IsKindOfClass unexplained identity problem

I would have thought it was a person, but it doesn't work for me right now.

Here is my lldb query:

po [self class]

==> MyCustomClass

po [MyCustomClass class]

==> MyCustomClass

po [self class] == [MyCustomClass class]

==> true

p [self isKindOfClass:[MyCustomClass class]]

==> '\ 0' (i.e. false).

The definition of isKindOfClass: "Returns a Boolean value indicating whether the recipient is an instance of this class or an instance of any class that inherits from this class."

What kind of nonsense (my fault or otherwise) can cause this behavior?

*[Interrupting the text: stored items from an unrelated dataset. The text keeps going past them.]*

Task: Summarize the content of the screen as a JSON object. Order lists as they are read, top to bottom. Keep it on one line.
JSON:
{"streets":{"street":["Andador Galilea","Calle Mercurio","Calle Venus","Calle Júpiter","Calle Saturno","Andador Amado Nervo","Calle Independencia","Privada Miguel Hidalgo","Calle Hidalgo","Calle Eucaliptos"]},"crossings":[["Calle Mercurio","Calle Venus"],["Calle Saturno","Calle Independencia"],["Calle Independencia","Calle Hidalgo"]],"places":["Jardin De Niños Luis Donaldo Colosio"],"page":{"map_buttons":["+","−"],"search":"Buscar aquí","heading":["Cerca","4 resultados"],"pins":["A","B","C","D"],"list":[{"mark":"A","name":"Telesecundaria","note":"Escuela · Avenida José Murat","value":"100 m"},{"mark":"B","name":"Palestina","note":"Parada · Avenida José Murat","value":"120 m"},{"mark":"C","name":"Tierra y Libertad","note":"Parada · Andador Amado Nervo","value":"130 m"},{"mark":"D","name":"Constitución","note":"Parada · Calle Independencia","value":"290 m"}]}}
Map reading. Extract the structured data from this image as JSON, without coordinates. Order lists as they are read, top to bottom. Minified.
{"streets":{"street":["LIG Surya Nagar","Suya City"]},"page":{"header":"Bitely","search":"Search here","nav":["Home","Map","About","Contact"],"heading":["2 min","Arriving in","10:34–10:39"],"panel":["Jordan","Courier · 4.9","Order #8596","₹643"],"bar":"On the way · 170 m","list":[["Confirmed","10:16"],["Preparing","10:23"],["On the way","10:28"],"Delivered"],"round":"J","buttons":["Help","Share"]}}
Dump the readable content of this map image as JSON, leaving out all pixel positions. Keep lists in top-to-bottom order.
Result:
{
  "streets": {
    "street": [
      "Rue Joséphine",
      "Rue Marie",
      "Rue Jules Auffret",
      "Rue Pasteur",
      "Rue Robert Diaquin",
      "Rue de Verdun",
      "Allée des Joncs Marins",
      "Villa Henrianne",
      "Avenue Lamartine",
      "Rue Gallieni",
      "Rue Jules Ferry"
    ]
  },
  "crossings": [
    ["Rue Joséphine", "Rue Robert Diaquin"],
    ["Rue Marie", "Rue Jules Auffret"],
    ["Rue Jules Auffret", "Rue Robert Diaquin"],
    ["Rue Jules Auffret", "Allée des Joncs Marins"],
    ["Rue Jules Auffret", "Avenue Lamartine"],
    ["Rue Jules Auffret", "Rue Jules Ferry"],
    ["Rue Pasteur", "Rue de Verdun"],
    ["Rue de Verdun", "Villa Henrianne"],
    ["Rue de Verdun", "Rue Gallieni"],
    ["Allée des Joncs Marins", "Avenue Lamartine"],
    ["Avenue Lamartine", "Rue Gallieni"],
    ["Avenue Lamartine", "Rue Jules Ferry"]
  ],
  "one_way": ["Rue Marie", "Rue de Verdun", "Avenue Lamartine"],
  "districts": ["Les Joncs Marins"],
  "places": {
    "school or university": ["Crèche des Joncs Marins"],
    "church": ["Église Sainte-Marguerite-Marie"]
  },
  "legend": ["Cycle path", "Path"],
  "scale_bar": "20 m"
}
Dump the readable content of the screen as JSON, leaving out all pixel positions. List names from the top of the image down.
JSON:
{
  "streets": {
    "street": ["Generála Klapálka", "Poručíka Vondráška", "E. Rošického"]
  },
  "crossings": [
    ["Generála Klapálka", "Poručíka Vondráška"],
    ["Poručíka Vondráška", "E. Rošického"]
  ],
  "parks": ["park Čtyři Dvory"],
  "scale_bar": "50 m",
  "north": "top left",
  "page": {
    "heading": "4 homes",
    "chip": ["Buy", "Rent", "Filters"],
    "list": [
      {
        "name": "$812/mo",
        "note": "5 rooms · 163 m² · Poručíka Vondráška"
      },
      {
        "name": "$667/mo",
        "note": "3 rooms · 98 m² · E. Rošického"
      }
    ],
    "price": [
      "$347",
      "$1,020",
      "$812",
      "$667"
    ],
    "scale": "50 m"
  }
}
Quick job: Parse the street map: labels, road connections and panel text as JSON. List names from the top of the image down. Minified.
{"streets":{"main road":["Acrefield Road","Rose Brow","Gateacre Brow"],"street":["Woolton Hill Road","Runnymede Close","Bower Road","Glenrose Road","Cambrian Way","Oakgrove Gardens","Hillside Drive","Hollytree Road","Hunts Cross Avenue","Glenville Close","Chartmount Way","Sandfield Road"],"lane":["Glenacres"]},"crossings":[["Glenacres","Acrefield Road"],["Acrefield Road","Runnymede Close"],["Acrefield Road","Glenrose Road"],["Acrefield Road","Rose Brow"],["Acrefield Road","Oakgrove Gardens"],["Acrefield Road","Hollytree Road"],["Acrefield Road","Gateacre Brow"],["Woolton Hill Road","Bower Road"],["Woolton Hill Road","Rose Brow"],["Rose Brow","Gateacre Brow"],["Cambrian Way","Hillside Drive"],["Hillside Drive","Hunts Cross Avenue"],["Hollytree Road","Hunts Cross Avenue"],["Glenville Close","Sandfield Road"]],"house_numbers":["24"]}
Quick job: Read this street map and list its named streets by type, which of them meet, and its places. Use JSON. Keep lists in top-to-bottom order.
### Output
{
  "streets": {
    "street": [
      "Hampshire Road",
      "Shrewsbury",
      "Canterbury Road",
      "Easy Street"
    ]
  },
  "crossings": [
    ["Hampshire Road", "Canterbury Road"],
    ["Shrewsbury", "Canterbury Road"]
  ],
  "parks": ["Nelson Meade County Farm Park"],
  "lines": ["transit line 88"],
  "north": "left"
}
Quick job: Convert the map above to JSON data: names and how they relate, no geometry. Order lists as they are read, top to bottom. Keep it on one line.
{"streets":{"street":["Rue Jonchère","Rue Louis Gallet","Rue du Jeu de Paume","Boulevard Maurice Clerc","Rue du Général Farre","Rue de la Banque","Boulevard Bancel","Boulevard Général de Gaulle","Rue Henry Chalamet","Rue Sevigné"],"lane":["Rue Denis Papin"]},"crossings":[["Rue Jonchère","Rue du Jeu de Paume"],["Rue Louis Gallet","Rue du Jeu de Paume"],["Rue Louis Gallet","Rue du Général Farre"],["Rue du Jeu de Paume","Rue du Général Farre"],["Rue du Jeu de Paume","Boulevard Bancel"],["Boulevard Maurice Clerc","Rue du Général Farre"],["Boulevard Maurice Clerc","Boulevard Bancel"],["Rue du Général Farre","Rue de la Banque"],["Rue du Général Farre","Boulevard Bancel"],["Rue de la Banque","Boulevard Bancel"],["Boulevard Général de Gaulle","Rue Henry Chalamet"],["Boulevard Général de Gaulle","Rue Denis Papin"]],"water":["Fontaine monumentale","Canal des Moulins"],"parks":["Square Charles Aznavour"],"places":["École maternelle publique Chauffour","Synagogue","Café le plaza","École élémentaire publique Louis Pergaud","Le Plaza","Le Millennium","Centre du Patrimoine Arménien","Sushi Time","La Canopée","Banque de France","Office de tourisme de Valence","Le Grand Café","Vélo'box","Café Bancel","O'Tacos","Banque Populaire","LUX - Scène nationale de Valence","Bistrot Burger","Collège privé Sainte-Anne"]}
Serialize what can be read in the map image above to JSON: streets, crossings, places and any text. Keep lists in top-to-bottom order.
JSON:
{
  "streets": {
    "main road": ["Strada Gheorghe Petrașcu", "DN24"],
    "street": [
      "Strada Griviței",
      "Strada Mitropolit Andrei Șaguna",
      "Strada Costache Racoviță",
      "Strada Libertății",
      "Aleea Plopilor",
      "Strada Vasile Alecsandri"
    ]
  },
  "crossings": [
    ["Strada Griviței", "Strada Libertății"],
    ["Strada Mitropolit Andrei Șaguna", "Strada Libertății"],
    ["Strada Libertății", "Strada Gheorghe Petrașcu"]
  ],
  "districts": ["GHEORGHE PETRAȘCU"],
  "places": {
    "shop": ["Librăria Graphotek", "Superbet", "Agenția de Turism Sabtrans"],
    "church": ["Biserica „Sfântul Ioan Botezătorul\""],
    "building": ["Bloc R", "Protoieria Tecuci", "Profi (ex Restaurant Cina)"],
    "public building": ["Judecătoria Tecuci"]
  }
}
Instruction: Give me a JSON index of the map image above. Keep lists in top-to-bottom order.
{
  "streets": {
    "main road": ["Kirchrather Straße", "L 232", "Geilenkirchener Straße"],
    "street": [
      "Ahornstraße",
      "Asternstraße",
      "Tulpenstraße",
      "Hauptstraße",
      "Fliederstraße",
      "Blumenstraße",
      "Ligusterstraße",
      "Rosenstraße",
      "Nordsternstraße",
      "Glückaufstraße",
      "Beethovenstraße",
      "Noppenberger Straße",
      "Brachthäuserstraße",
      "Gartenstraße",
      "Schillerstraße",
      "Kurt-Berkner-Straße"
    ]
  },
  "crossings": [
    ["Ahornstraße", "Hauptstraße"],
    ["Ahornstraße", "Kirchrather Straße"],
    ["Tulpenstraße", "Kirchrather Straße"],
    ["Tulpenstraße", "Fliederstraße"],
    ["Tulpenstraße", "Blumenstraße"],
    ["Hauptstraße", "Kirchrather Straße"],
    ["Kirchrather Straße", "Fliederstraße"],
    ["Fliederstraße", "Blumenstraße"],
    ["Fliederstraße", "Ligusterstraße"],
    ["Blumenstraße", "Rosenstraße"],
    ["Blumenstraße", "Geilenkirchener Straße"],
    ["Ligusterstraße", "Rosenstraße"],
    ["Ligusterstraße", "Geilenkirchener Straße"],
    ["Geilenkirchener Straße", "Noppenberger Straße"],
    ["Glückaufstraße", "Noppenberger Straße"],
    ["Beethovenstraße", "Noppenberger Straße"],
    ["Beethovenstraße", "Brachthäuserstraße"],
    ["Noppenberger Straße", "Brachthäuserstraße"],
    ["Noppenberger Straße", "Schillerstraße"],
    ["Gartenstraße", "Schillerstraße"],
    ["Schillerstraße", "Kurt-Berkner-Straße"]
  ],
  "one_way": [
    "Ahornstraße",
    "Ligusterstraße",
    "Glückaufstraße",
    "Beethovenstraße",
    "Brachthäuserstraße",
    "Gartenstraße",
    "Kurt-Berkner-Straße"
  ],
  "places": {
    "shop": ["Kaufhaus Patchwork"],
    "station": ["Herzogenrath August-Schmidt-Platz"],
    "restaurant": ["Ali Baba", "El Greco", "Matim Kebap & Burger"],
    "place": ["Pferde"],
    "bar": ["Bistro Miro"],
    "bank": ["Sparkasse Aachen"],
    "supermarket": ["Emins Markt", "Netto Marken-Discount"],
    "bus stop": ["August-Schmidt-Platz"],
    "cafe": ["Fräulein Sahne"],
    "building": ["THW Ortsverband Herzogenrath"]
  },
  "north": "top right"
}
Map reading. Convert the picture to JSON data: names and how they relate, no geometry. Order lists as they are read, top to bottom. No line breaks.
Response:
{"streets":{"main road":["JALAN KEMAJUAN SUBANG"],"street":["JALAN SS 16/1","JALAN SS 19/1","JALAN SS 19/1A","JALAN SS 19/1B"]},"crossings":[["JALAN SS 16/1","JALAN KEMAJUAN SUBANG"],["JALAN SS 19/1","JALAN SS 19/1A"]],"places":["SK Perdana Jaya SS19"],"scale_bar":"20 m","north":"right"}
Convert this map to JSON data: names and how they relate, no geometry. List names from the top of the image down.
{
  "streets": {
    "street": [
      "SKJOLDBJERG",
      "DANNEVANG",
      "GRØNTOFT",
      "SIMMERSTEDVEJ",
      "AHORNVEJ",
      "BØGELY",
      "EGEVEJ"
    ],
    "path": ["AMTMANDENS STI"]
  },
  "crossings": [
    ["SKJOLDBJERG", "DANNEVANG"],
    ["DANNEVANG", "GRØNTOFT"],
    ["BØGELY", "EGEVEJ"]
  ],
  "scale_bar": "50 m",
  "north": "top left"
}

Background for those looking after: I'm unfortunately working with a third party API that requires me to pass an object as a void pointer and then return it to the appropriate type. Even though everything compiles very well, at runtime I'm told that the object doesn't recognize the selector I'm trying to send to it. This means (I think?) That this is not an instance of the class that I am casting it to. While trying to test this, I am facing this problem using [NSObject isKindOfClass]

. What's going on here?

Running on iOS 8.1 iPad, build in XCode 6.1.1.

Here is a screenshot of the last test:

lldb screenshot


PROGRESS EDIT: I finally managed to get a breakpoint on the thread this library is running on using this post and I see some even crazier stuff.

given (void*)data

, I get:

po [data class]

==> MyCustomClass

po [data isKindOfClass:[MyCustomClass class]]

==> nil

(again, this just means false)

Obviously, I really broke something. Are there any known issues that can cause something like this?


EDIT SSCCE-ish example : You start with an open C function that gets passed to the background as a callback function:

void libraryCallbackFunction(eventname, stuff, (void*)data)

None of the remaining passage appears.